Copy the data exactly; pictures stay out of the copy.

Given records below:

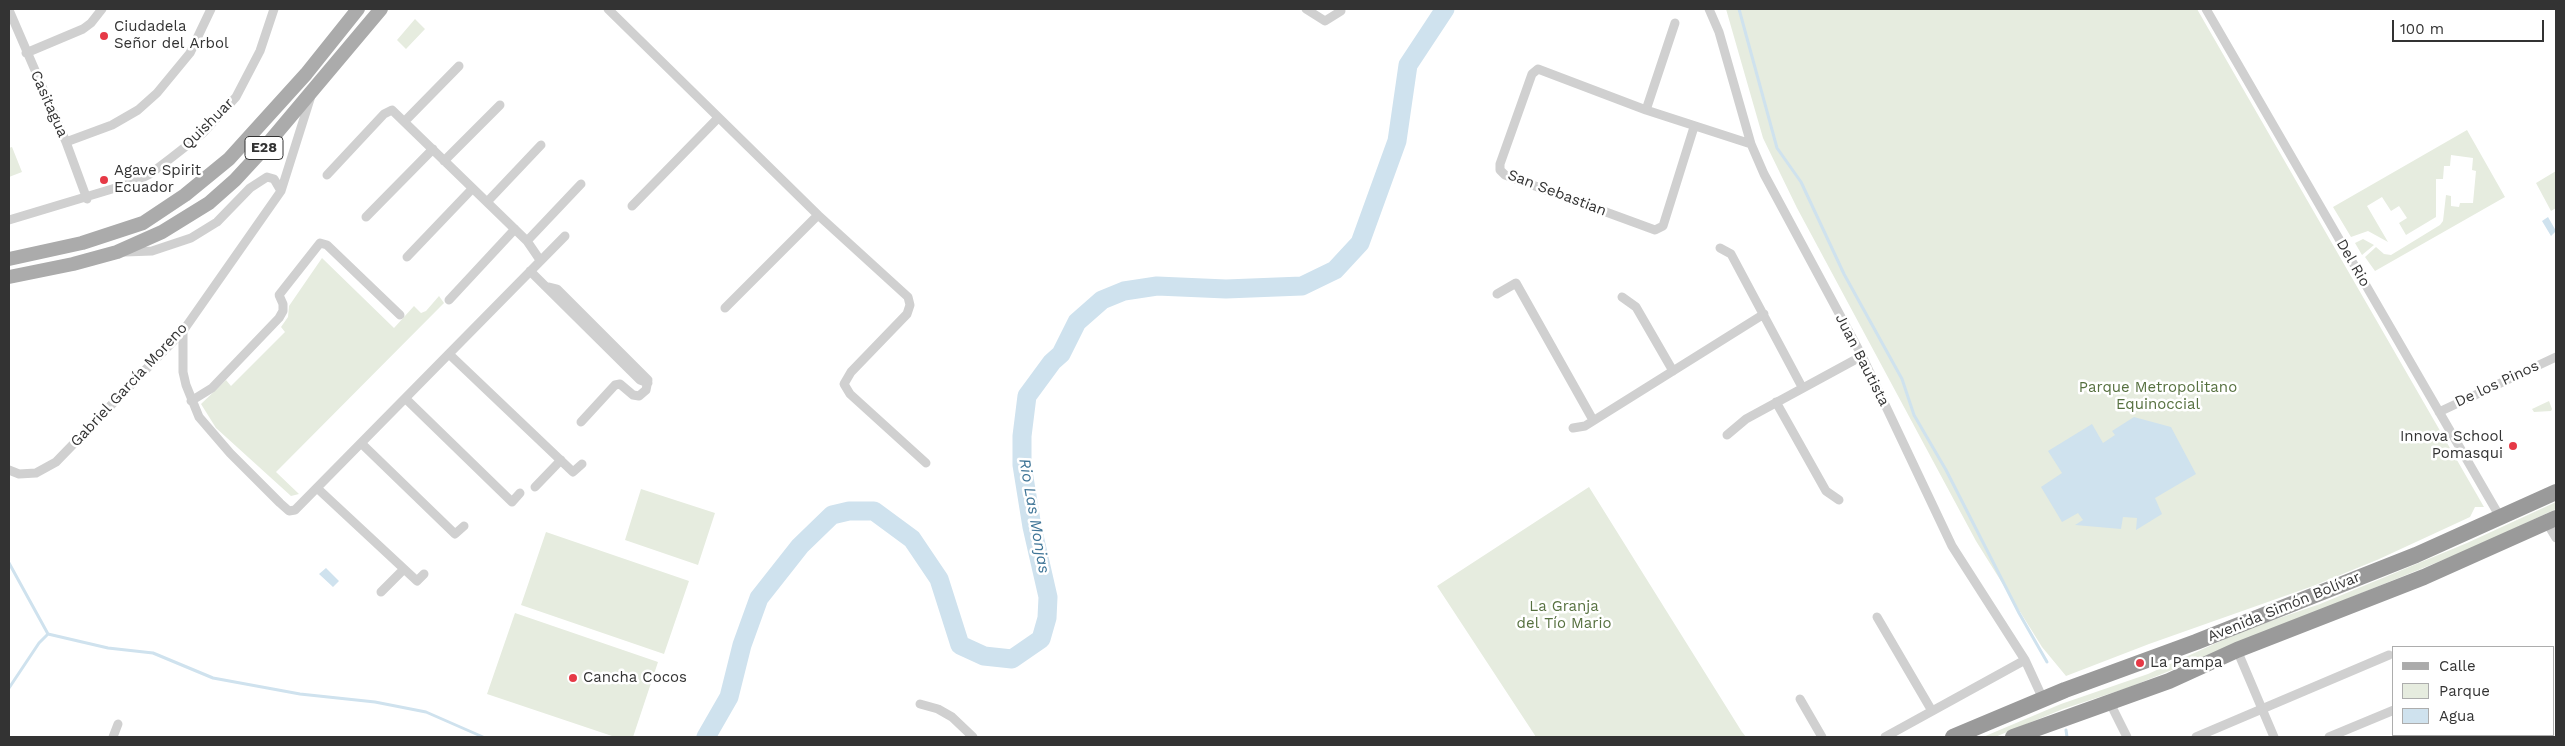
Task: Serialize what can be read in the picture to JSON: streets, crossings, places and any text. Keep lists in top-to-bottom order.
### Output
{
  "streets": {
    "highway": ["Avenida Simón Bolívar"],
    "main road": ["E28"],
    "street": [
      "Casitagua",
      "Quishuar",
      "San Sebastian",
      "Del Rio",
      "Juan Bautista",
      "De los Pinos",
      "Gabriel García Moreno"
    ]
  },
  "crossings": [
    ["Casitagua", "Quishuar"],
    ["E28", "Gabriel García Moreno"],
    ["San Sebastian", "Juan Bautista"],
    ["Del Rio", "De los Pinos"],
    ["Del Rio", "Avenida Simón Bolívar"],
    ["Juan Bautista", "Avenida Simón Bolívar"]
  ],
  "water": ["Rio Las Monjas"],
  "parks": ["Parque Metropolitano Equinoccial", "La Granja del Tío Mario"],
  "places": [
    "Ciudadela Señor del Arbol",
    "Agave Spirit Ecuador",
    "Innova School Pomasqui",
    "La Pampa",
    "Cancha Cocos"
  ],
  "legend": ["Calle", "Parque", "Agua"],
  "scale_bar": "100 m"
}
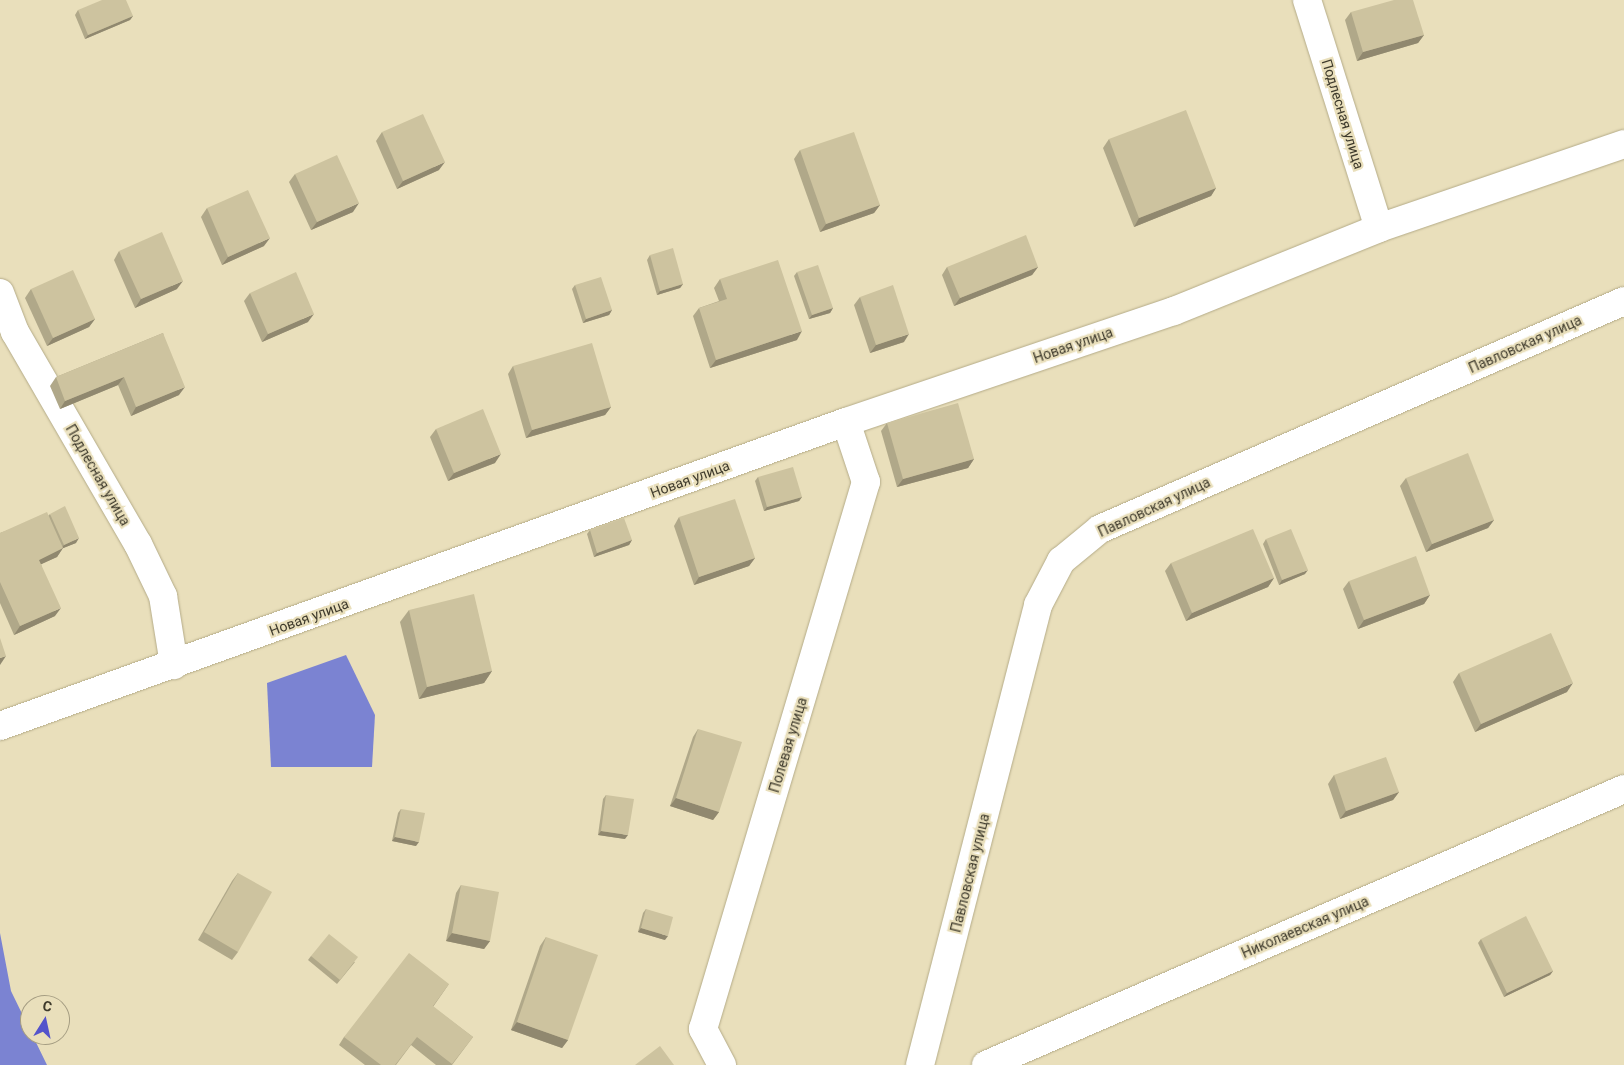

End of Given records.

**Response:**
Task: Serialize what can be read in the picture to JSON: streets, crossings, places and any text. Keep lists in top-to-bottom order.
### Output
{
  "streets": {
    "highway": ["Avenida Simón Bolívar"],
    "main road": ["E28"],
    "street": [
      "Casitagua",
      "Quishuar",
      "San Sebastian",
      "Del Rio",
      "Juan Bautista",
      "De los Pinos",
      "Gabriel García Moreno"
    ]
  },
  "crossings": [
    ["Casitagua", "Quishuar"],
    ["E28", "Gabriel García Moreno"],
    ["San Sebastian", "Juan Bautista"],
    ["Del Rio", "De los Pinos"],
    ["Del Rio", "Avenida Simón Bolívar"],
    ["Juan Bautista", "Avenida Simón Bolívar"]
  ],
  "water": ["Rio Las Monjas"],
  "parks": ["Parque Metropolitano Equinoccial", "La Granja del Tío Mario"],
  "places": [
    "Ciudadela Señor del Arbol",
    "Agave Spirit Ecuador",
    "Innova School Pomasqui",
    "La Pampa",
    "Cancha Cocos"
  ],
  "legend": ["Calle", "Parque", "Agua"],
  "scale_bar": "100 m"
}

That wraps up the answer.